Human Rights Watch has condemned the hangings in Egypt of three young "political detainees" convicted of murdering the son of a judge, charging they had been tortured to confess.

The three men were executed in the northern city of Alexandria on Thursday, a security source told AFP, following a trial in which they stood accused of the 2014 murder and of having formed a "terrorist group".

The confessions of university students Ahmed Maher Hindawi and Almotaz Ghanem, and Abdel Hamid Metwalli, a computer shop owner, all members of the outlawed Muslim Brotherhood, were "extracted under torture, one of the defendants alleged in a leaked letter" to human rights lawyers and activists, HRW said.

"The letter indicates that the men were tortured by electric shock and beatings in detention," it added.

HRW's deputy Middle East and North Africa director, Michael Page, accused Egypt's authorities of having committed "a glaring injustice by executing three men who apparently gave ‘confessions’ extracted through electric shock and other torture".

He urged the government in Cairo to "immediately impose a moratorium on executions, which magnify the cruelty of unfair trials".

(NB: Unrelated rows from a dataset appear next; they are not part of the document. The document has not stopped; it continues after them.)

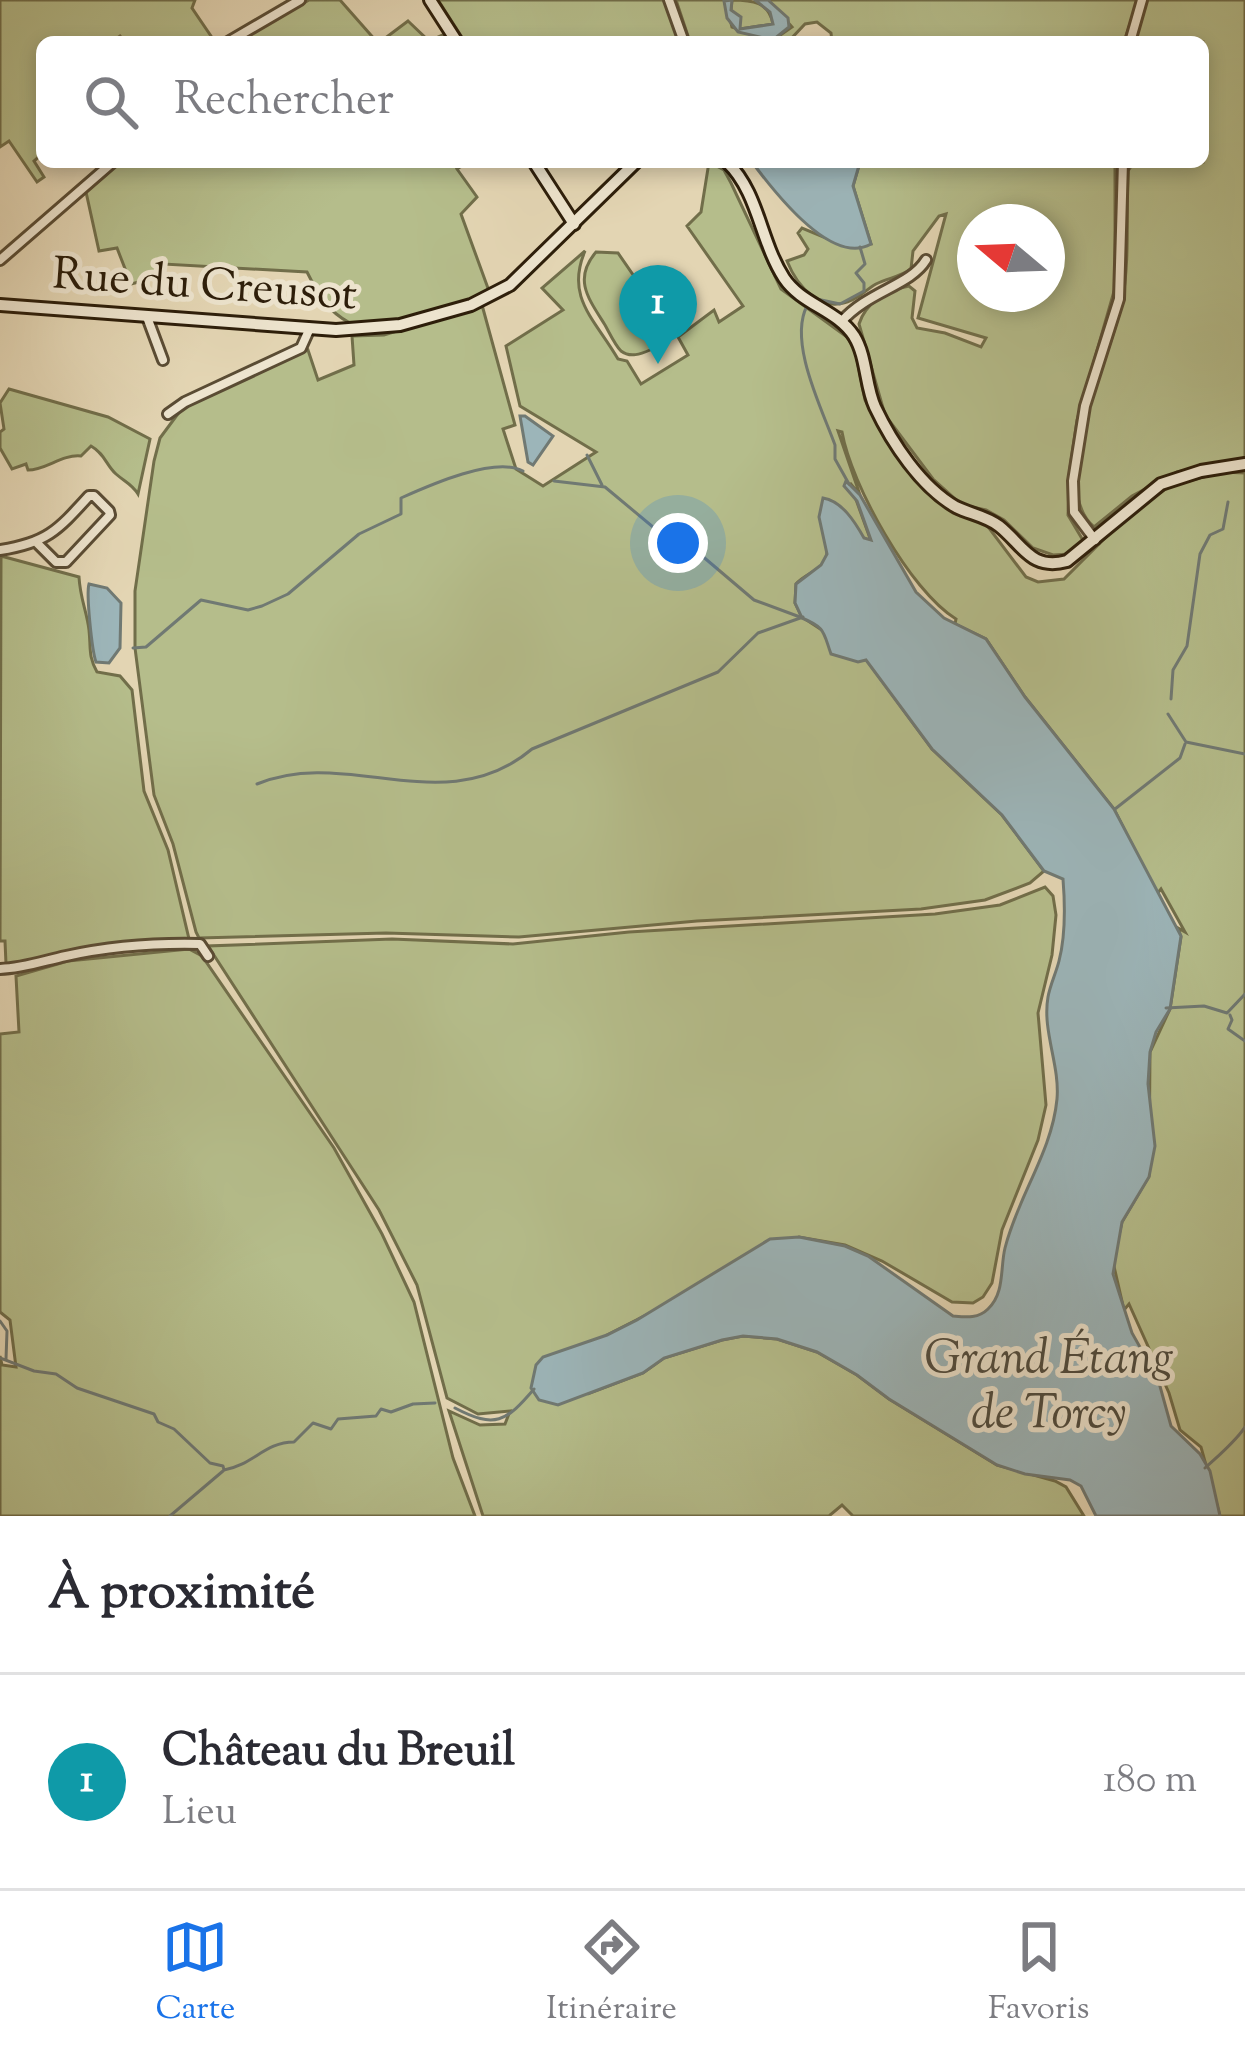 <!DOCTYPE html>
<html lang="fr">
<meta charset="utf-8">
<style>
:root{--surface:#fff;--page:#f2f2f3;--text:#2b2b33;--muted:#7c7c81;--line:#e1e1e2;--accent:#1a73e8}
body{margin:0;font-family:"Sorts Mill Goudy",serif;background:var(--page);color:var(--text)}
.compass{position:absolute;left:957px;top:204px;width:108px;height:108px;border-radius:50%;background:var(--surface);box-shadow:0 6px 18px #0003;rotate:289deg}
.you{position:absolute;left:678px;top:543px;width:42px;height:42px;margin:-30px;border:9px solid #fff;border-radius:50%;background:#1a73e8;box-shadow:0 0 0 18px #1a73e833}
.badge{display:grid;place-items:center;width:78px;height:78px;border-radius:50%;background:var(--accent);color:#fff;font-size:39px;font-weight:700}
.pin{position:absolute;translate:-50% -99px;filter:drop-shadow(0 3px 6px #0008)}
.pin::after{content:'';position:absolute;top:63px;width:42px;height:36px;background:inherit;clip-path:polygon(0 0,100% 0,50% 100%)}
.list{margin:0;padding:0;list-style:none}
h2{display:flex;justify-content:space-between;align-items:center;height:156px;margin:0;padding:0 48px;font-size:51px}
h2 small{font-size:39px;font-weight:400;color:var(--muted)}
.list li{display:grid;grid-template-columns:78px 1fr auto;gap:36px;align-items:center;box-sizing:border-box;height:216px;padding:0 48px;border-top:3px solid var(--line)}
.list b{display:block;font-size:45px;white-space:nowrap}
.list p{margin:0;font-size:39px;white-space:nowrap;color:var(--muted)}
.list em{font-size:39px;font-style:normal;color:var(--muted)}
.icon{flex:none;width:66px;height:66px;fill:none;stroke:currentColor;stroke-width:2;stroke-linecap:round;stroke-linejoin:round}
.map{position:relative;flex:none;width:1245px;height:1516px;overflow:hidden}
.search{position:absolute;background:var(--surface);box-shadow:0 6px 18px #0003;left:36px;right:36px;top:36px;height:132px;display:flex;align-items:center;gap:30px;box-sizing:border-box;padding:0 42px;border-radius:18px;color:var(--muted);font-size:45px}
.sheet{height:372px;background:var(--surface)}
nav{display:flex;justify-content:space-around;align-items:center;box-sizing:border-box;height:168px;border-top:3px solid var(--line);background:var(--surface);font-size:33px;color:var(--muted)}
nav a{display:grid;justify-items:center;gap:6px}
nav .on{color:var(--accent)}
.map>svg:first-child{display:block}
.green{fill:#b5bd8b;stroke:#716e4a;stroke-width:3;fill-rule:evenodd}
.water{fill:#9cb5b9;stroke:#707973;stroke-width:3}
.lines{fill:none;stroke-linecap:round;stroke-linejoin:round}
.stream{stroke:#707973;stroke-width:3}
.street-casing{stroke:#5a4c34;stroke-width:14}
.secondary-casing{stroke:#2d1e0a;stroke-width:16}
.street{stroke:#ede4ce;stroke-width:8}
.secondary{stroke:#ede4ce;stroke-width:10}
.labels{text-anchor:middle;stroke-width:10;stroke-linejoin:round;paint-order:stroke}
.street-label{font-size:45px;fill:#2d1e0a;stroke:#ede4ce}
.water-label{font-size:48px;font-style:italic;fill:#4e4b3f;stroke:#ede4ce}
</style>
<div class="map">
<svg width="1245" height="1516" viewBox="0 0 1245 1516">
<rect width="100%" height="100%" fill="#e3d5b3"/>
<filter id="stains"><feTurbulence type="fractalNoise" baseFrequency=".00167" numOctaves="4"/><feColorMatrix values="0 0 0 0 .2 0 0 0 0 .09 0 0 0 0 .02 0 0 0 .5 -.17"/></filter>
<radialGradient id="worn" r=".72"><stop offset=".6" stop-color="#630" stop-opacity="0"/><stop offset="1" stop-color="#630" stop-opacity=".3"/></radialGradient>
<g class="green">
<path d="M 0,0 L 195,0 L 192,8 L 215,42 L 125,42 L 120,36 L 112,42 L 42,42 L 42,154 L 34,161 L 44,177 L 37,182 L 9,141 L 0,147 Z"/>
<path d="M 309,0 L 340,0 L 377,42 L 237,42 Z"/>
<path d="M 438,0 L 665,0 L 680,42 L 465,42 Z"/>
<path d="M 676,0 L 725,0 L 732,27 L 773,40 L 792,27 L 768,0 L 1138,0 L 1124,42 L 832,42 L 831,33 L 817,22 L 805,24 L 788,42 L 690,42 Z"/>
<path d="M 732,0 C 752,0 769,2 773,24 L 740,29 L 731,10 Z"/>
<path d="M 1147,0 L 1245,0 L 1245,458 L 1177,472 L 1132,496 L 1094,527 C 1045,485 1112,355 1122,303 C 1130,260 1126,214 1128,171 L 1134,162 L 1203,162 L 1203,42 L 1133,42 Z"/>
<path d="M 408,21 L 429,41 L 445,34 L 450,42 L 380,42 Z"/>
<path d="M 119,162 L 468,162 L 457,169 L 477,197 L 461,214 L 489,291 C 461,304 377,337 350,323 C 327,311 318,294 307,272 L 164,264 L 159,277 L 131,284 L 117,248 L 99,251 L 86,192 Z"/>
<path d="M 709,162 L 724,170 L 731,183 L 781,289 L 847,337 L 855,350 L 865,400 L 898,456 L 939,501 L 956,513 L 986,524 L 1026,577 L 1038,582 L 1064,579 L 1128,515 L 1170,486 L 1222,472 L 1245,473 L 1245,1516 L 1220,1516 L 1201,1447 L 1180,1430 L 1169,1393 L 1129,1304 L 1124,1310 L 1113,1262 L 1122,1222 L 1149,1176 L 1150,1052 L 1170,1009 L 1181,937 L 1178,928 L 1185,932 L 1161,889 L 1157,894 L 1114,809 L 1025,697 L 986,639 L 955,624 L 956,619 C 910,591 851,484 842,432 L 838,431 L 860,495 L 850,483 L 871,541 L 864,539 L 847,514 L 823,507 C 816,526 837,549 821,566 C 813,573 803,576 796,584 L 795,603 L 802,617 L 866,659 L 932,749 L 1002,815 L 1044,871 L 1030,883 L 985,900 L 921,909 L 697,921 L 519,937 L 386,933 L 199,938 L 196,932 L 173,844 L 154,795 L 135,648 L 135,591 L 154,461 L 160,438 L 183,407 L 308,350 L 318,380 L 354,365 L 352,336 L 384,335 L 482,305 L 515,425 L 503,429 L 516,469 L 543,486 L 596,452 L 520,406 L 506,346 L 563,310 L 542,288 L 585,251 C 565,298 595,319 618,359 L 627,361 L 641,384 L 688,355 L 678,337 L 714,310 L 719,322 L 743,306 L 687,226 L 701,212 Z"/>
<path d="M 860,162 L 1115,162 L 1115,288 L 1077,420 L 1070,468 L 1068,515 L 1084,542 L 1070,554 L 1053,555 L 1033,548 L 1004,520 L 986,510 L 962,505 L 933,479 L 885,415 L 859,324 C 866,302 887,290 909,286 L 915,291 L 912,318 L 917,328 L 945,333 L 981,347 L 986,338 L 918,318 L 946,214 L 939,216 L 913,251 L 911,269 C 900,277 888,278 876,284 C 867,289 860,297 852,300 C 821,315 797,286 787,261 L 804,255 L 808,249 L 798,233 L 802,228 L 845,246 L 871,244 L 853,186 ZM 975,222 L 1047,222 L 1047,294 L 975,294 Z"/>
<path d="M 596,252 L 618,253 L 667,324 L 650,350 C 641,354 630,358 621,351 C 615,345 609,332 605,325 C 588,298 573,279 596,252 Z"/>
<path d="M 9,389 L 108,417 L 150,439 L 138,494 C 132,484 125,482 116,474 C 106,465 105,454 91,446 L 81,456 C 62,454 46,470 28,470 L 26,464 L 12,469 L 0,448 L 0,432 L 4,429 L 0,403 Z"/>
<path d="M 1,556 L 79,577 C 80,598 87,612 89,630 C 91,648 88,656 97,672 L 120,676 L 132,690 L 144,791 L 168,850 L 189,939 L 74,950 L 31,962 L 6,964 L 5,941 L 0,941 Z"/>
<path d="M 1045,887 L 1053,896 L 1056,915 L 1052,955 L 1038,1013 L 1046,1105 L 1038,1140 L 1002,1230 L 992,1283 L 983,1297 L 973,1303 L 952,1302 L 882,1261 L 845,1245 L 799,1237 L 607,1335 L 590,1393 L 643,1373 L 664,1358 L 722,1340 L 743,1336 L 777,1339 L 817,1352 L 857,1375 L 889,1399 L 997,1465 L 1055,1481 L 1066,1487 L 1084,1516 L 853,1516 L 842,1505 L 829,1516 L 483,1516 L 449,1411 L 480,1425 L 505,1424 L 510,1411 L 478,1414 L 447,1398 L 417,1285 L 379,1210 L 208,946 L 392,939 L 513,944 L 629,932 L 935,914 L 1000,905 Z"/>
<path d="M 189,949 L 202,956 L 334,1148 L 382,1234 L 414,1302 L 453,1458 L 475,1516 L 0,1516 L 0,1356 L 2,1365 L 16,1367 L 10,1320 L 0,1312 L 0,1034 L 19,1032 L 16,976 L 68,961 Z"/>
</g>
<g class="water">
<path d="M 732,0 L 731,10 L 741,17 L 740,29 L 773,24 L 770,12 L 755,0 L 768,0 L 788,18 L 789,27 L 773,40 L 738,32 L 727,18 L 724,1 Z"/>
<path d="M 752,162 L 860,162 L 853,186 L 871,244 C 831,267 772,189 752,162 Z"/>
<path d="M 520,416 L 525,416 L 553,436 L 533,465 L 528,462 Z"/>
<path d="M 846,481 L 860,495 L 916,592 L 944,618 L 986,639 L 1025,697 L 1114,809 L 1181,936 L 1170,1009 L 1156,1032 L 1150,1052 L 1148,1084 L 1155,1146 L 1149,1177 L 1122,1222 L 1113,1274 L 1132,1333 L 1158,1379 L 1171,1426 L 1200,1454 L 1210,1471 L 1220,1516 L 1096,1516 L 1081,1486 L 1070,1480 L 1025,1474 L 997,1465 L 889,1399 L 857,1375 L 817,1352 L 777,1339 L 743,1336 L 722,1340 L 664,1358 L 643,1373 L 558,1405 L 539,1400 L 531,1388 L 536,1365 L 543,1357 L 607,1335 L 637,1320 L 770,1239 L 799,1237 L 845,1246 L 868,1256 L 953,1316 C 965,1317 978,1319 988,1309 C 1005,1293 1000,1268 1005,1248 C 1018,1196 1052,1152 1057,1099 C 1060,1065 1042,1031 1048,997 C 1050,985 1056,973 1059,961 C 1065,938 1065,904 1063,879 L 1044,871 L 1002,815 L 932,749 L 866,660 L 858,662 L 831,654 C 823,632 826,628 802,618 L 795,603 L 796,584 L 821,565 L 827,554 L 819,517 L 823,498 C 842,501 855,522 864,538 L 871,540 L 857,501 L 844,486 Z"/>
<path d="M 89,584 L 107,588 L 121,603 L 120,648 L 109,663 L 96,662 C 92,651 86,594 89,584 Z"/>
</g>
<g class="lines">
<g class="stream">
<path d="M 812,298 L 840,304 L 864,291 L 864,283 L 856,273 L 865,264 L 860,247"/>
<path d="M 807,306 C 788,342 822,409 835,445 L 835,459 L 849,484"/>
<path d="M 587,455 L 602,485"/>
<path d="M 554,481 L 605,487 L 671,542 L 701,555 L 754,600 L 800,617"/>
<path d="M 133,648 L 146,647 L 201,600 L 248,610 L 262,606 L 288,594 L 359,534 L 401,514 L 401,498 C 430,485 495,456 523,471"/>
<path d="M 1171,699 L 1173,670 L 1187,646 L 1200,554 L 1210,535 L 1223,529 L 1228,502"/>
<path d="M 1168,714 L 1186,742 L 1245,754"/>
<path d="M 257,784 C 348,746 445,822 532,749 L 718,672 L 758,633 L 803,617"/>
<path d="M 1115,809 L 1180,758 L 1185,744"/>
<path d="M 1166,1008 L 1204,1006 L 1227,1013 L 1245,994"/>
<path d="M 1230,1015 L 1232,1020 L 1228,1029 L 1245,1041"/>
<path d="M 0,1321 L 7,1331 L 6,1359"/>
<path d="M 0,1358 L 34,1371 L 56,1374 L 77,1388 L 154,1414 L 158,1422 L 174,1429 L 210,1463 L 223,1466 L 224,1470 C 253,1465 265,1442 294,1442 L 313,1423 L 331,1429 L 338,1419 L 376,1416 L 381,1409 L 391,1412 L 413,1404 L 435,1403"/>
<path d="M 455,1408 C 495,1429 506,1422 534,1389"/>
<path d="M 1205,1468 C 1219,1455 1235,1442 1245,1427"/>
<path d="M 170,1516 L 223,1471"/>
</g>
<defs>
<g id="street">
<path d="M 669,0 L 684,42"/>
<path d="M 228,42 L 300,0"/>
<path d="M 1130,42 L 1142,0"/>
<path d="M 0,260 L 113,162"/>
<path d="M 147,317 L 163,360"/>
<path d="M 841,322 C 868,291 910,286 926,260"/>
<path d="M 168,414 L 185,402 L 301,348 L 310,328"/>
<path d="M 1095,540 L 1074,512 L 1073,481 L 1085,406 L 1119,299 L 1123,162"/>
<path d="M 0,550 C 47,543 58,530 89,496 L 94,496 L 109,511 L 110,515 L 66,562 L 56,562 L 37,543"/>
<path d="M 0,969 C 24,968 43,961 66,956 C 107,947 157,943 200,944 L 208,956"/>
</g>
<g id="secondary">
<path d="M 430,0 L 457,42"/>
<path d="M 534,162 L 574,224"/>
<path d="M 727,162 C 759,193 760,241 784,278 C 802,305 836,309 854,336 C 867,357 865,385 875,407 C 892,443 921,487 956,507 C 970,514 986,516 999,526 C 1023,545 1031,571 1067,561 L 1161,484 L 1201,471 L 1245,464"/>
<path d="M 0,305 L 336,330 L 400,325 L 471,305 L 510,285 L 636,162"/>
</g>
</defs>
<use href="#street" class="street-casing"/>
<use href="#secondary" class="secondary-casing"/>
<use href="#street" class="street"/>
<use href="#secondary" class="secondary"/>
</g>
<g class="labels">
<g class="street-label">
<text transform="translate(205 282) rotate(4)" y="16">Rue du Creusot</text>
</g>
<g class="water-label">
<text x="1049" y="1372">Grand Étang<tspan x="1049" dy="55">de Torcy</tspan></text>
</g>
</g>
<rect width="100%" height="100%" filter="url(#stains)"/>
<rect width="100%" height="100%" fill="url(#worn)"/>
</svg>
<svg class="compass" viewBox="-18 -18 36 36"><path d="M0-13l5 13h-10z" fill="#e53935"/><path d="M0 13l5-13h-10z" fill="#7c7c81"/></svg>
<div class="you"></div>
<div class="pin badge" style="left:658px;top:364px;background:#0f9aa8">1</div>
<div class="search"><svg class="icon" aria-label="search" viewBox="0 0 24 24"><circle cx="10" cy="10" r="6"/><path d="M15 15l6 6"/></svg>Rechercher</div>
</div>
<section class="sheet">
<h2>À proximité<small></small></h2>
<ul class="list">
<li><span class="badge" style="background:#0f9aa8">1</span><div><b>Château du Breuil</b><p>Lieu</p></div><em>180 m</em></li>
</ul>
</section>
<nav>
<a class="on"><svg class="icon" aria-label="map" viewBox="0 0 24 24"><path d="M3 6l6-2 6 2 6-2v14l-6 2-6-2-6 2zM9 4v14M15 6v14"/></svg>Carte</a>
<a><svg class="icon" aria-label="directions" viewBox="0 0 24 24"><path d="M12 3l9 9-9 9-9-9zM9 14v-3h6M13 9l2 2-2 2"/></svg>Itinéraire</a>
<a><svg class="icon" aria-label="saved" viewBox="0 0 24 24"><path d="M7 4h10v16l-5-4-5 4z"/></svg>Favoris</a>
</nav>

Human rights groups have repeatedly criticised President Abdel Fattah al-Sisi's government for cracking down on secular and left-wing activists, as well as Islamists close to the Muslim Brotherhood.

The crackdown was launched in 2013 after Sisi, then army chief, overthrew Egypt's first freely elected president, Mohamed Morsi, following street protests against the Islamist's turbulent one-year rule.